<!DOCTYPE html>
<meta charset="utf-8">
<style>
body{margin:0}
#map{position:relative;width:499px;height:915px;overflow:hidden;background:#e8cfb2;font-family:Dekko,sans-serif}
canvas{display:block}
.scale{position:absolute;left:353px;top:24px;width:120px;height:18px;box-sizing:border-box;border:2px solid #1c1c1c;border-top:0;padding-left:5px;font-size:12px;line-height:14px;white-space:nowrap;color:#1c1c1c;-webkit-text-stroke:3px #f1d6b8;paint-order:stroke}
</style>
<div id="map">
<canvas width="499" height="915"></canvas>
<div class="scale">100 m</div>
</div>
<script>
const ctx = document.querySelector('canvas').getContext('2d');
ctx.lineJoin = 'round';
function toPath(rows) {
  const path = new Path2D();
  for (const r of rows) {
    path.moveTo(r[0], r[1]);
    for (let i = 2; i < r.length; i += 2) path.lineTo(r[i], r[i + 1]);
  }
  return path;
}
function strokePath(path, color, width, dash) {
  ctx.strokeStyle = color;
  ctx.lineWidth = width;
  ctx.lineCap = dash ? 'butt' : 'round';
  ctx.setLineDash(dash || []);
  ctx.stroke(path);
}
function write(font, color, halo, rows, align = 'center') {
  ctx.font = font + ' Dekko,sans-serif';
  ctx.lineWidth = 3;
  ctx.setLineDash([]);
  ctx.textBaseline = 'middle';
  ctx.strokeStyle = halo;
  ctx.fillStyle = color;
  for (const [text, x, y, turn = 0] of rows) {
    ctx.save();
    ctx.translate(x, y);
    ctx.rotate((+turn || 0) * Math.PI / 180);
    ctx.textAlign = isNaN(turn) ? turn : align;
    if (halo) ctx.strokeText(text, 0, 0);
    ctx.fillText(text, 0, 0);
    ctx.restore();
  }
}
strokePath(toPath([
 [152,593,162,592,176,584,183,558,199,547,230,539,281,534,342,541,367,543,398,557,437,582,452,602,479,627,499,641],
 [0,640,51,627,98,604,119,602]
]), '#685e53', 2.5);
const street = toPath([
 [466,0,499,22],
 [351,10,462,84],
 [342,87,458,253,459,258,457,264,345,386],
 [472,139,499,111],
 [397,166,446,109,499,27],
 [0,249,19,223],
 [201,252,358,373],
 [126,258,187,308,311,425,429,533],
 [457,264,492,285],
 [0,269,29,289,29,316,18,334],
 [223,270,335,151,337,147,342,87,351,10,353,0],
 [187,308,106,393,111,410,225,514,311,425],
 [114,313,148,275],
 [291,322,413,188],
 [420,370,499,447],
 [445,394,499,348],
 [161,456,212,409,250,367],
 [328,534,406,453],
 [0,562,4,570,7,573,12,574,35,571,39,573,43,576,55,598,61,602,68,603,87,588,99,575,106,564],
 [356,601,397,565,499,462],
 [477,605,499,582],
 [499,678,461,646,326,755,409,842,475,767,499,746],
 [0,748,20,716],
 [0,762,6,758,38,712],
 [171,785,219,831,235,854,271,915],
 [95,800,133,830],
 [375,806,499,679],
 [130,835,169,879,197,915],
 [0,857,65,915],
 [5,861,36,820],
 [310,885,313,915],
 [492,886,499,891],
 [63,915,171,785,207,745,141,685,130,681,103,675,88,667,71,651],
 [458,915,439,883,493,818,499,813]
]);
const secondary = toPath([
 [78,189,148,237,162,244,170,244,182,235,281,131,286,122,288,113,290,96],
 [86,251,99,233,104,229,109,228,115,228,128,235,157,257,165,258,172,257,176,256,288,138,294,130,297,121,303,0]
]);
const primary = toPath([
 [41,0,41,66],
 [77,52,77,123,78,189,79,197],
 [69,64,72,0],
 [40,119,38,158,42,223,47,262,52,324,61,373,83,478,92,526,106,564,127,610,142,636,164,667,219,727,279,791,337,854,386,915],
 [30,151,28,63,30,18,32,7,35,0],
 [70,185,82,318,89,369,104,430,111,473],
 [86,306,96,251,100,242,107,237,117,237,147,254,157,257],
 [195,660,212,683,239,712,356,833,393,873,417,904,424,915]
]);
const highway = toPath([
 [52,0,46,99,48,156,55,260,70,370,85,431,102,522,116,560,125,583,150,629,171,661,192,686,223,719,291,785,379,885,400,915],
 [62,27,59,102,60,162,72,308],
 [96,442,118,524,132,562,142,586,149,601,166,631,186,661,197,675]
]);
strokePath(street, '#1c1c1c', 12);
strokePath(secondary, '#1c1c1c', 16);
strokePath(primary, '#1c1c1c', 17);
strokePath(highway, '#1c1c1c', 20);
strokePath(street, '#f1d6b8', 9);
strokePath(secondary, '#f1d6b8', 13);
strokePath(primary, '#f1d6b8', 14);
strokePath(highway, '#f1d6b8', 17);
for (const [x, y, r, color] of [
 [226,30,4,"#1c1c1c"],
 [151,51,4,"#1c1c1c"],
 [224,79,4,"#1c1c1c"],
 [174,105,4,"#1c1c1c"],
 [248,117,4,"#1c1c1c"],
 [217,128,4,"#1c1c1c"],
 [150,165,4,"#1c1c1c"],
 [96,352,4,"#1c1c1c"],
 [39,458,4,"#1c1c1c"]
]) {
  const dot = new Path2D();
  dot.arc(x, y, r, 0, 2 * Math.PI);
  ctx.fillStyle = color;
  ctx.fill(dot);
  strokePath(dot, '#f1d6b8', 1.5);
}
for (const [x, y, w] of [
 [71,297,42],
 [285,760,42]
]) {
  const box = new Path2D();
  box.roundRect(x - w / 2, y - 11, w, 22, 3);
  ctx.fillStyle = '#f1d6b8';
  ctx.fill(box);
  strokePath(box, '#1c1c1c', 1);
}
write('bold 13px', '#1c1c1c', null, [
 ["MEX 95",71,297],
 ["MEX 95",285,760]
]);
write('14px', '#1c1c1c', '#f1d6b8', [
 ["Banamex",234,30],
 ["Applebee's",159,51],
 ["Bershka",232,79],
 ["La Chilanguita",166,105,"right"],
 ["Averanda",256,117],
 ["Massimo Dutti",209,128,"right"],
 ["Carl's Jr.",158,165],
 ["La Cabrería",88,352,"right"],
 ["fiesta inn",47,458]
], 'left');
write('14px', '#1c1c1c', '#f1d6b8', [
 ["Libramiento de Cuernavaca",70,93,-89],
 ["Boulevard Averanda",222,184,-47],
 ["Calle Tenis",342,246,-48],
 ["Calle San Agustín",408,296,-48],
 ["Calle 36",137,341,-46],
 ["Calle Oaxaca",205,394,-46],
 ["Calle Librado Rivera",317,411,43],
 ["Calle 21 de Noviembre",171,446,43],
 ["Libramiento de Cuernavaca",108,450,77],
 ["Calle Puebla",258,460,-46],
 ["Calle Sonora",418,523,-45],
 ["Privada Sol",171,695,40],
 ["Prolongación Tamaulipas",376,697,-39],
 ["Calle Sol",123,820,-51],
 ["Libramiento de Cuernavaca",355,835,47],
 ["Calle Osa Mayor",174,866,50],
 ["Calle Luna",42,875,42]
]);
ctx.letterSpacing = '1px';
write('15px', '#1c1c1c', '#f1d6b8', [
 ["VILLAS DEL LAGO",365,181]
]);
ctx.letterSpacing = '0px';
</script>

---*---

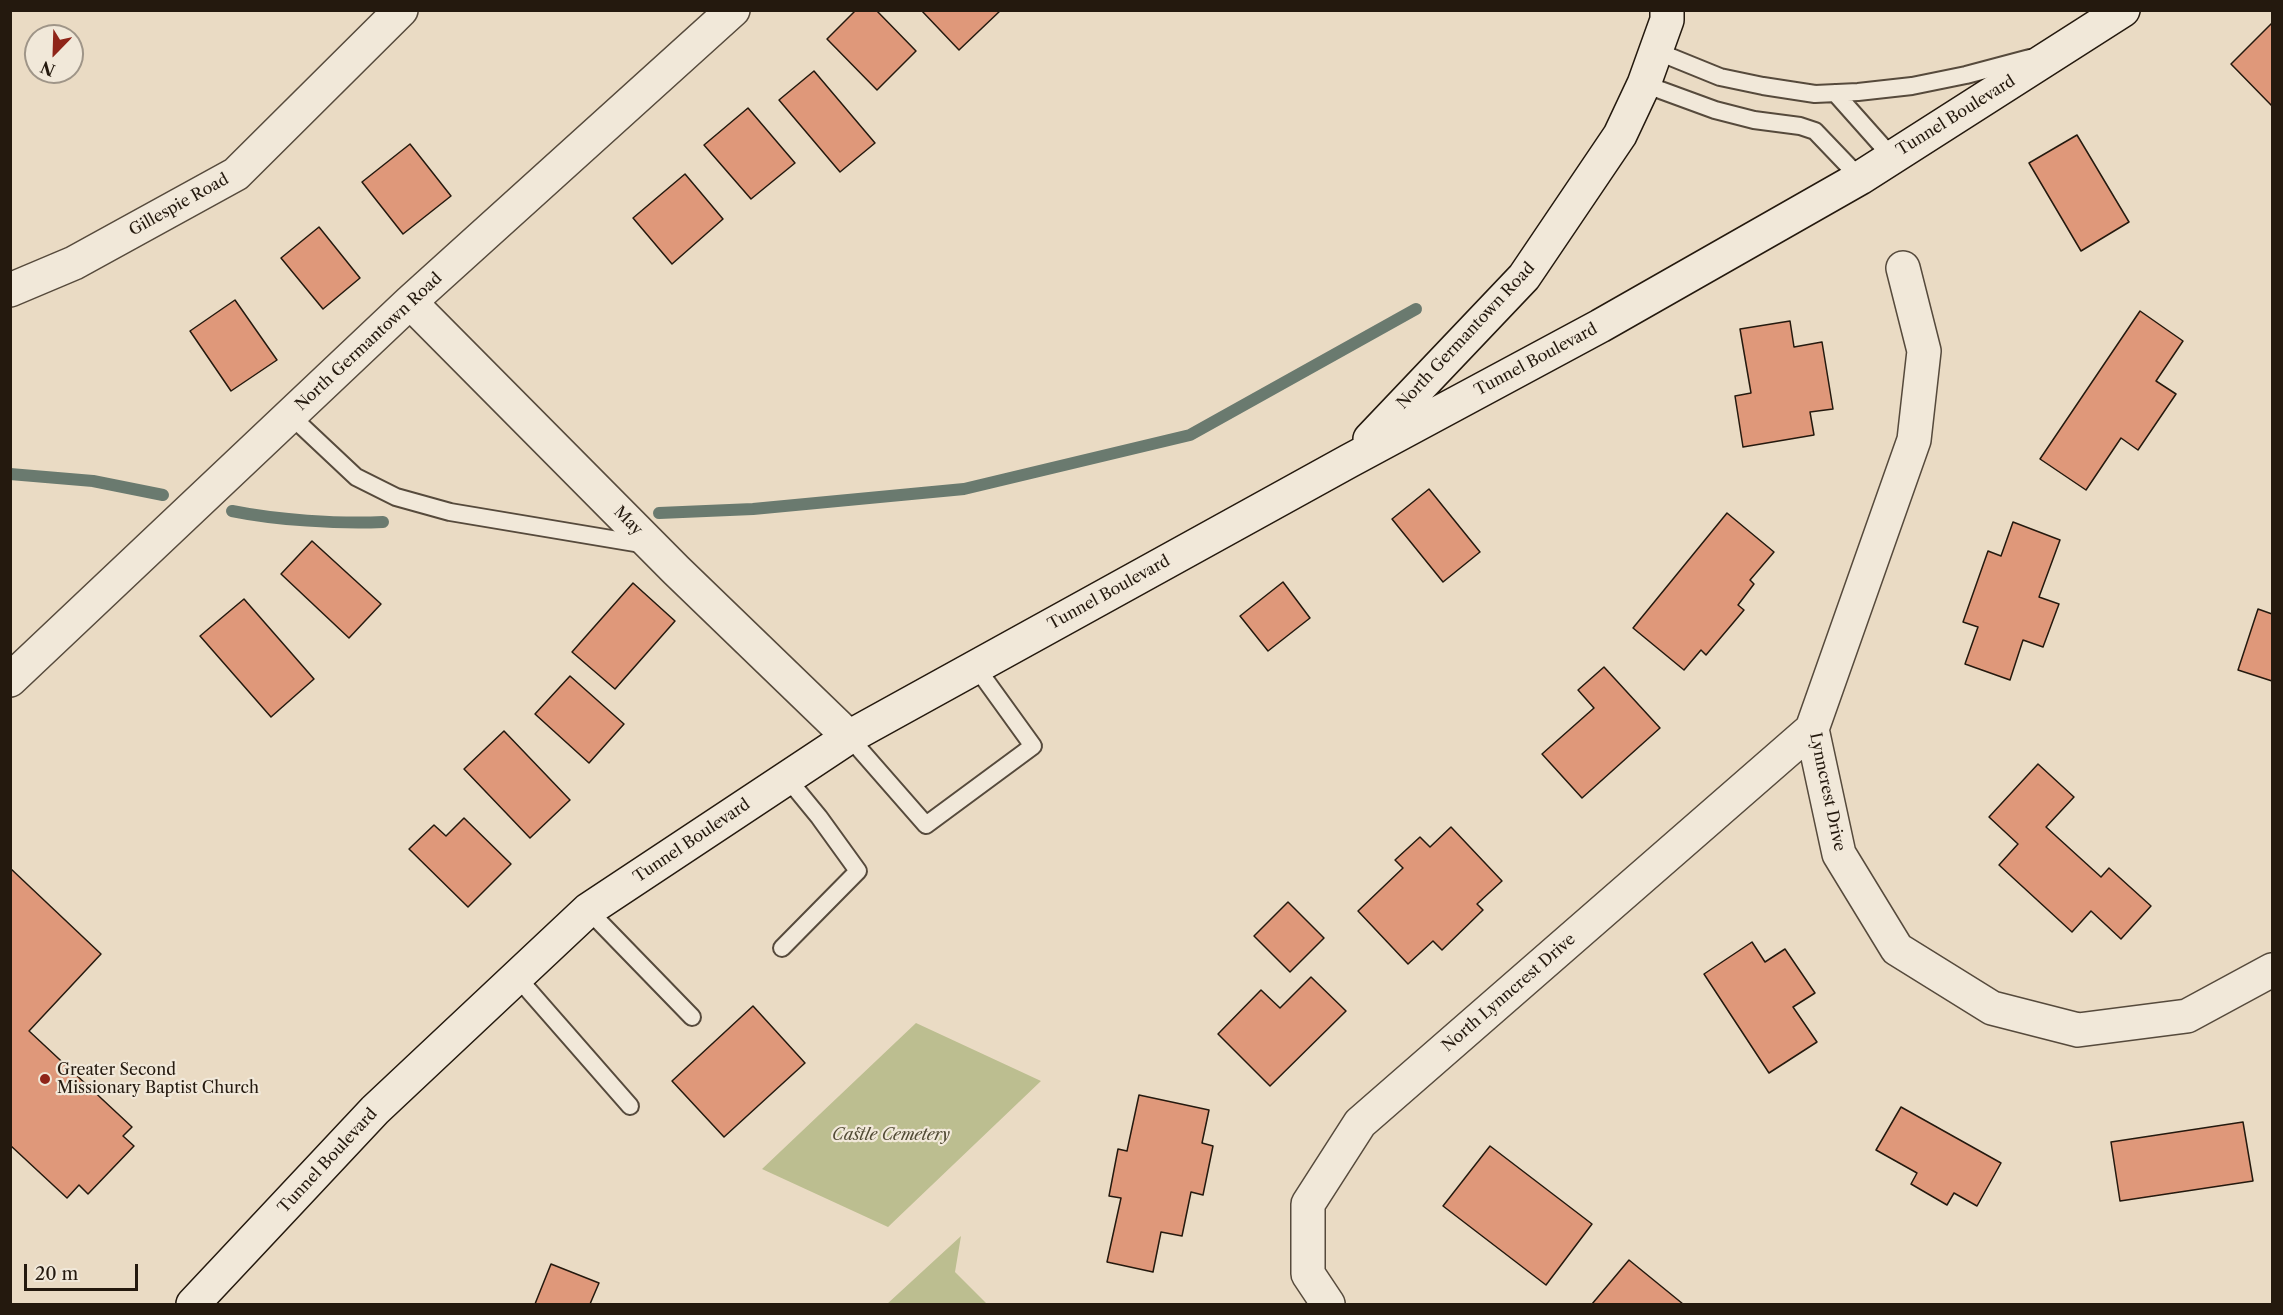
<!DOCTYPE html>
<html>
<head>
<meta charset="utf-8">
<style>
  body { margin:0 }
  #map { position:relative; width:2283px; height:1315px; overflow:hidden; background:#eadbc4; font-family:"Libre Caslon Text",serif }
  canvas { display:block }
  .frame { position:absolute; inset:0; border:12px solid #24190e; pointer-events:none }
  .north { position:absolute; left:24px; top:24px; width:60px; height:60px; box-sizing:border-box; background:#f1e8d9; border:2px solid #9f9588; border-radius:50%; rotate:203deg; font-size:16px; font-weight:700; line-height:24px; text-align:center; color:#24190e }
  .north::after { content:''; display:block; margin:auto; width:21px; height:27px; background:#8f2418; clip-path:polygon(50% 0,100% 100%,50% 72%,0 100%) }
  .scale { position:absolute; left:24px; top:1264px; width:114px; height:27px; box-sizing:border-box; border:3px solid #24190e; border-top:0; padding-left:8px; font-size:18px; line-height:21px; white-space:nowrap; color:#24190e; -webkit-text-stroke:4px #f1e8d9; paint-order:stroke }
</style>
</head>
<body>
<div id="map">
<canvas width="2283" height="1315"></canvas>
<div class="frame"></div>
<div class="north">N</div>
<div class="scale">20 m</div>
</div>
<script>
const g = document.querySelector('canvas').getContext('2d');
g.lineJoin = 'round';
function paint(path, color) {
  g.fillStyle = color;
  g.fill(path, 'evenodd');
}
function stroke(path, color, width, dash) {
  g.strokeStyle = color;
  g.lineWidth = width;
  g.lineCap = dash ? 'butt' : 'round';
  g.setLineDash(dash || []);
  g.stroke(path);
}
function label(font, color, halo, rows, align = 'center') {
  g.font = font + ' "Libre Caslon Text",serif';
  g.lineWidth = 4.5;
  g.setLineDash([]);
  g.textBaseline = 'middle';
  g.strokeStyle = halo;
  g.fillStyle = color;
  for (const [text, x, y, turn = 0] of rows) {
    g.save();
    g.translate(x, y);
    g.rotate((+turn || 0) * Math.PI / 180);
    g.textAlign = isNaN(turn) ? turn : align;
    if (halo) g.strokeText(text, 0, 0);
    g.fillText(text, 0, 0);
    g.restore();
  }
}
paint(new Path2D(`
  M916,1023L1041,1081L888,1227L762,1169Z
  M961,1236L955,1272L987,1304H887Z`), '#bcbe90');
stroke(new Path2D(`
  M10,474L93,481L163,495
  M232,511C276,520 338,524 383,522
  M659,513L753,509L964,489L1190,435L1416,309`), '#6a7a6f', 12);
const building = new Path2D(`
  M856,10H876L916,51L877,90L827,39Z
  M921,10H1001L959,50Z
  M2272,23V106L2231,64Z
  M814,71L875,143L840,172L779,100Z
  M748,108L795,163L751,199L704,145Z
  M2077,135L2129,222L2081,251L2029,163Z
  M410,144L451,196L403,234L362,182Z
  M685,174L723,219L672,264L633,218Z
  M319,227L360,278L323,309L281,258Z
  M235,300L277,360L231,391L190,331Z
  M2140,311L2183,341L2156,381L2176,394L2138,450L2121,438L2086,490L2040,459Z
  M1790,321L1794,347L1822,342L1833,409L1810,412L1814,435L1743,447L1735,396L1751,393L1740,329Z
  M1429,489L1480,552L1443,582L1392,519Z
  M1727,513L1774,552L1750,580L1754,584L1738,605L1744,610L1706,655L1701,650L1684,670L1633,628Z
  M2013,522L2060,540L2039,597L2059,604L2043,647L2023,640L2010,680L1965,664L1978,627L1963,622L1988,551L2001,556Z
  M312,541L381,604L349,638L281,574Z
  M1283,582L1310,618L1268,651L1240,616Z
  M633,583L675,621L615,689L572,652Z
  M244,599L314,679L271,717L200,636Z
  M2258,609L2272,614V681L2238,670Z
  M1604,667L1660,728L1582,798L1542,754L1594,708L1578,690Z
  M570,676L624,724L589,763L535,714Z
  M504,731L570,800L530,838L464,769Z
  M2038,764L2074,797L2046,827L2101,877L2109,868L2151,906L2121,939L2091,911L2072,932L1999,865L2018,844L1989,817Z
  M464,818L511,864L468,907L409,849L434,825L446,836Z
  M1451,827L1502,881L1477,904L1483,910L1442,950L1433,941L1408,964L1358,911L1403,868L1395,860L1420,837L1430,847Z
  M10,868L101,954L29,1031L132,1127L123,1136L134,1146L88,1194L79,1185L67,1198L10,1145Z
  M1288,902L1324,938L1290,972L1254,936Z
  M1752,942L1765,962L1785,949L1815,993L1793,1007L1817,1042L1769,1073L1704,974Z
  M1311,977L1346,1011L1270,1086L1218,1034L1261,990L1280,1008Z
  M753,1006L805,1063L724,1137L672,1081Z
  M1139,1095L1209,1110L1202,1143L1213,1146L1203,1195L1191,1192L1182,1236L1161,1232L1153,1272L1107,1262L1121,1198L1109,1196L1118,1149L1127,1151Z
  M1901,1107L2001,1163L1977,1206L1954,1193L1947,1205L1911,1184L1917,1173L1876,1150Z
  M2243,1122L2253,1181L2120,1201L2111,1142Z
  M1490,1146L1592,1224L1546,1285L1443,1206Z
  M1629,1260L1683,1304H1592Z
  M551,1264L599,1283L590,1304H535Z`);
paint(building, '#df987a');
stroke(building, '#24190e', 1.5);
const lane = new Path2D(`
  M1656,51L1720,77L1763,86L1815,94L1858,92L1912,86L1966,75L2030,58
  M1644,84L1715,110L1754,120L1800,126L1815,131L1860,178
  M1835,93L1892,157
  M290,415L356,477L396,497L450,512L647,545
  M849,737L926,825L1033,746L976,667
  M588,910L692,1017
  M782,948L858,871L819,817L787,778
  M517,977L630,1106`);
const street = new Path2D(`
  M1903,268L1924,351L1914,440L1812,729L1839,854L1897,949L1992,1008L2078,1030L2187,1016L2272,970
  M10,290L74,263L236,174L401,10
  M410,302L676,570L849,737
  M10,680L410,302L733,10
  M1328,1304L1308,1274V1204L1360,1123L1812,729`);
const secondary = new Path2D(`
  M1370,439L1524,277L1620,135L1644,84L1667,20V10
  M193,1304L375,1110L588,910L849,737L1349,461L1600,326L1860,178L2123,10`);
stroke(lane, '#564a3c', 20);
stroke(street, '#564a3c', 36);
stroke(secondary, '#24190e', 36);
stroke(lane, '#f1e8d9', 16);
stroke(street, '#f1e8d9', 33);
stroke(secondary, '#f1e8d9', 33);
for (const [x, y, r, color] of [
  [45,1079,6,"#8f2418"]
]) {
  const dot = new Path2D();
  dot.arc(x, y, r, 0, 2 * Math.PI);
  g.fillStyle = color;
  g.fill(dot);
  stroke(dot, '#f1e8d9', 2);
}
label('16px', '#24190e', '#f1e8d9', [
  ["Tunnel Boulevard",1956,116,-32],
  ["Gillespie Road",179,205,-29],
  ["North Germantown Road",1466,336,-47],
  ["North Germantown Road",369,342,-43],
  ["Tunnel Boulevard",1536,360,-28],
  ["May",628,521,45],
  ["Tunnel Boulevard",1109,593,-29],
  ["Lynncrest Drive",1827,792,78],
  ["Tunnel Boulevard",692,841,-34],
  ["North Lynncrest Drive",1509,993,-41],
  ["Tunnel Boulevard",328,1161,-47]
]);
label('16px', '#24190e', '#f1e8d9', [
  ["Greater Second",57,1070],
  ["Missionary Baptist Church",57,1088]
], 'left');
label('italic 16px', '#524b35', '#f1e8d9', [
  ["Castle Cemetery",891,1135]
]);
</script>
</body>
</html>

---*---

Work request :: All that is wanted is the stretch of lines above from the one containing "ctx.lineWidth = 3;" through the one containing "ctx.textAlign = isNaN(turn)", duplicated exactly.

Response to this task ::
  ctx.lineWidth = 3;
  ctx.setLineDash([]);
  ctx.textBaseline = 'middle';
  ctx.strokeStyle = halo;
  ctx.fillStyle = color;
  for (const [text, x, y, turn = 0] of rows) {
    ctx.save();
    ctx.translate(x, y);
    ctx.rotate((+turn || 0) * Math.PI / 180);
    ctx.textAlign = isNaN(turn) ? turn : align;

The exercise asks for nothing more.